Fred Greaves and Dave Gatley, the two plaintiffs that have sued Apple, claimed that the company had falsely advertised the performance of LCD displays of MacBooks and MacBook Pros.

The legal filling reads: “Many purchasers observed that the display was "grainy." Others complained that the display was ‘sparkly’. Some purchasers noted that in certain programs capable of displaying color spectra that banding appears in the display of gradients.”

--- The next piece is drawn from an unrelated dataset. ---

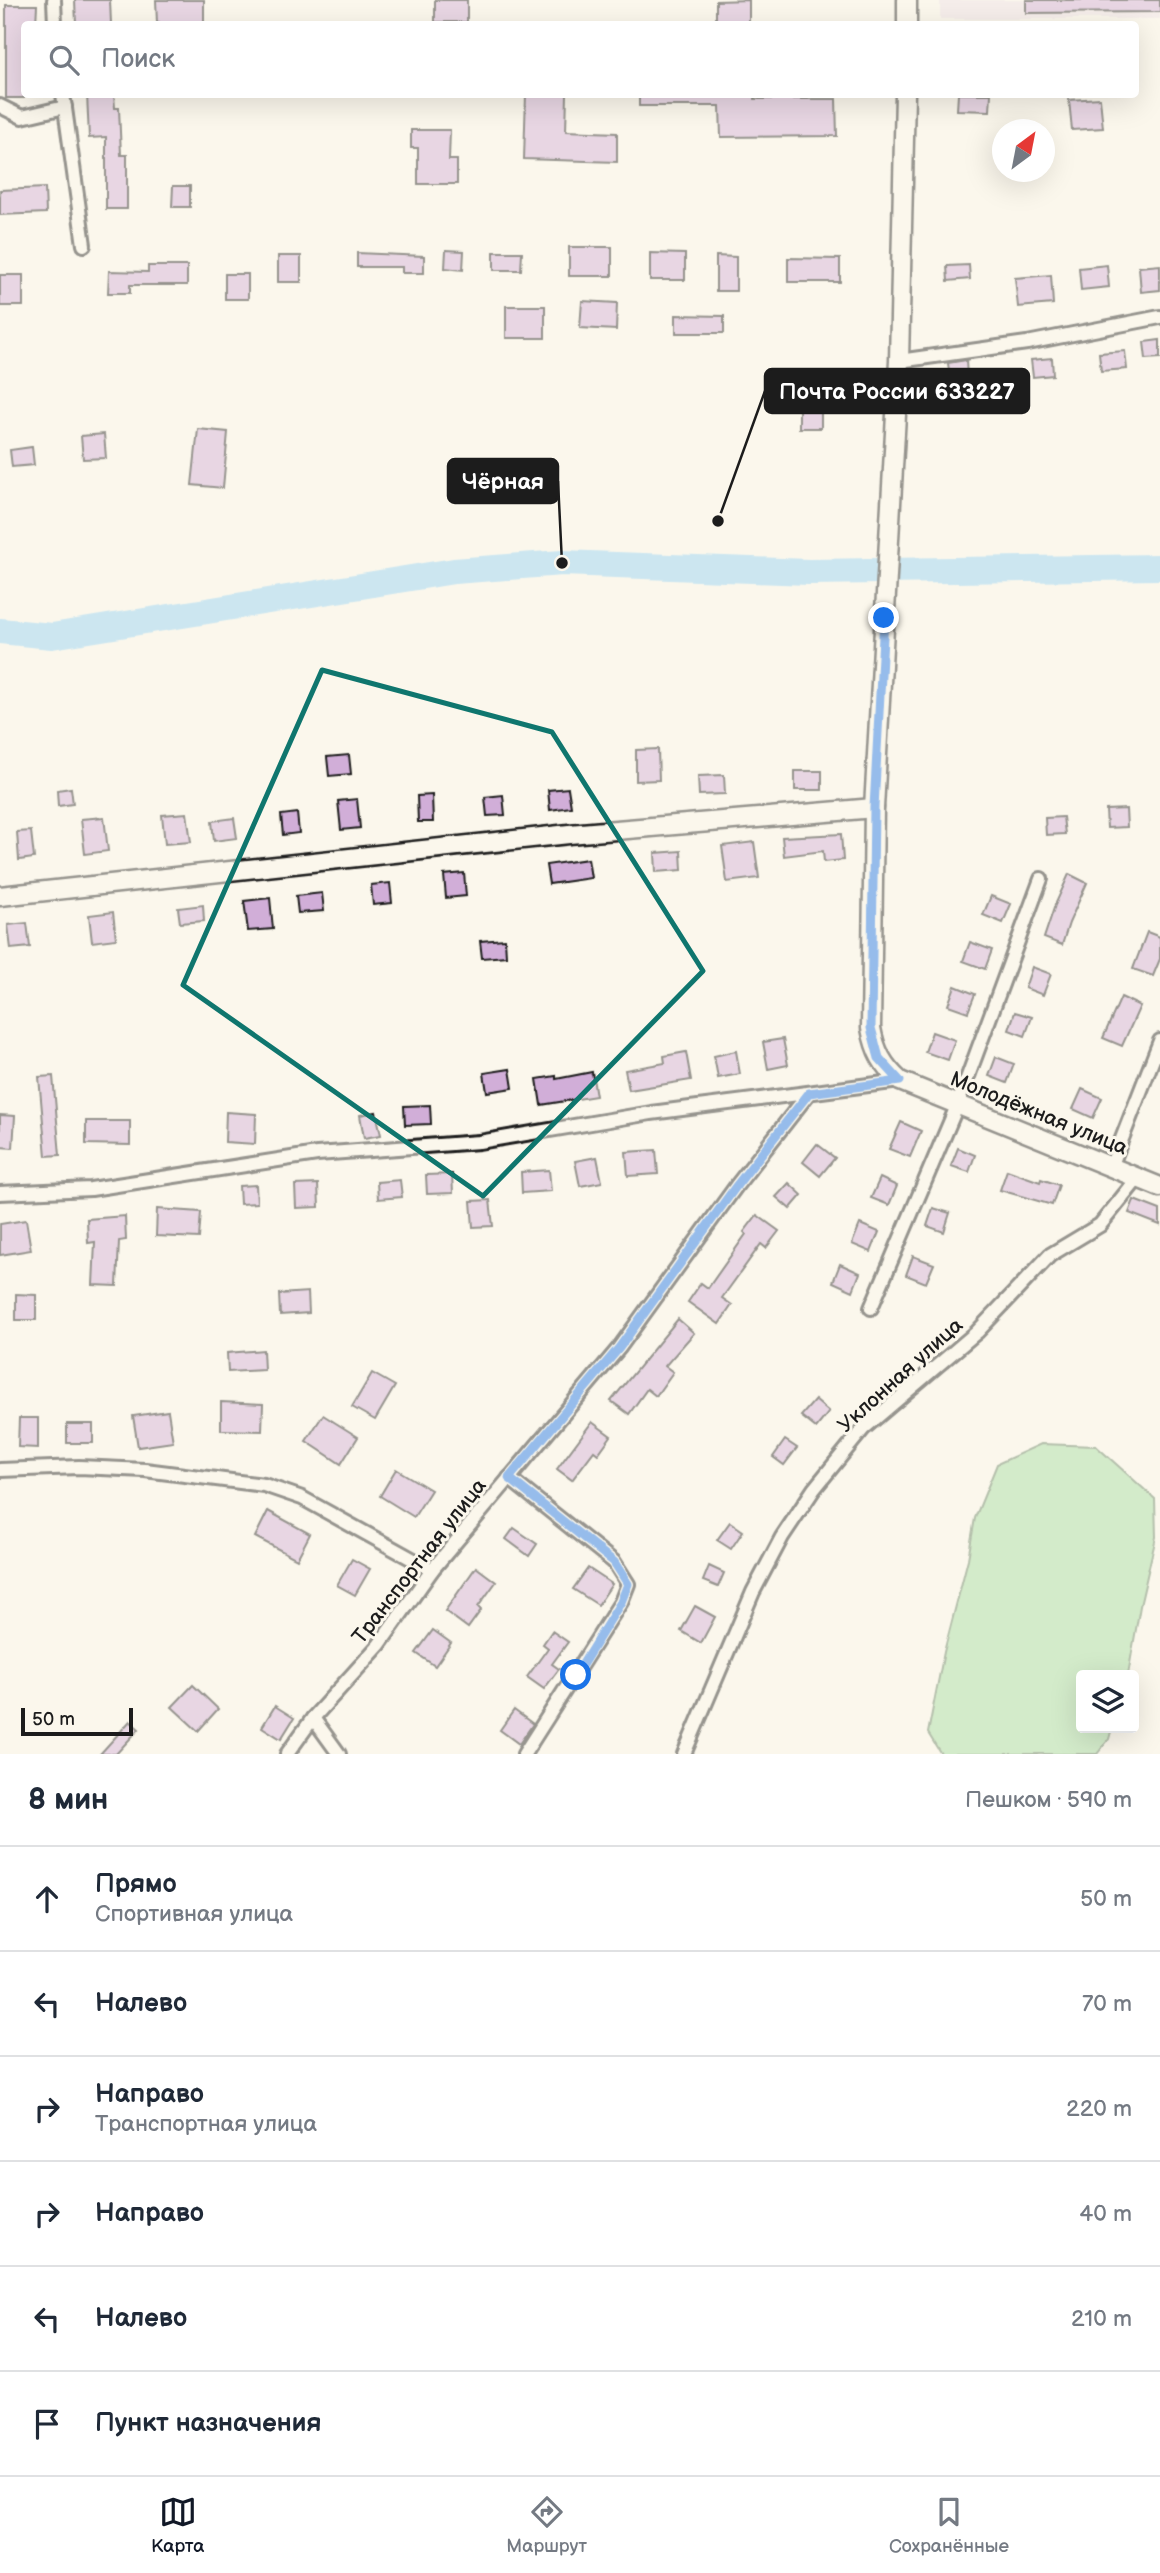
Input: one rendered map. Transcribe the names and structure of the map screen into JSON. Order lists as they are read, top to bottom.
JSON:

According to the plaintiffs’ complaint, Apple is guilty of deceiving customers by using ambiguities like "TFT display with support for millions of colors," without ever mentioning the exact extent or meaning of those “millions of colors”. The problem has been signaled many times before by plenty of Mac buyers, but Apple has persistently refused to investigate it.

The duo mentions that Apple reaches the advertised “millions of colors” through a trick, or rather an illusion.

“The reality is that notwithstanding Apple's misrepresentations and suggestions that its MacBook and MacBook Pro display "millions of colors," the displays are only capable of displaying the illusion of millions of colors through the use of a software technique referred to as "dithering," which causes nearby pixels on the display to use slightly varying shades of colors that trick the human eye into perceiving the desired color even though it is not truly that color.”

There is a site which explains how to discover whether you have been lured by Apple into buying a lower-quality MacBook, which only displays 256K colors, but it will be very hard to demonstrate the illusion of perceiving “millions of colors” through dithering in court.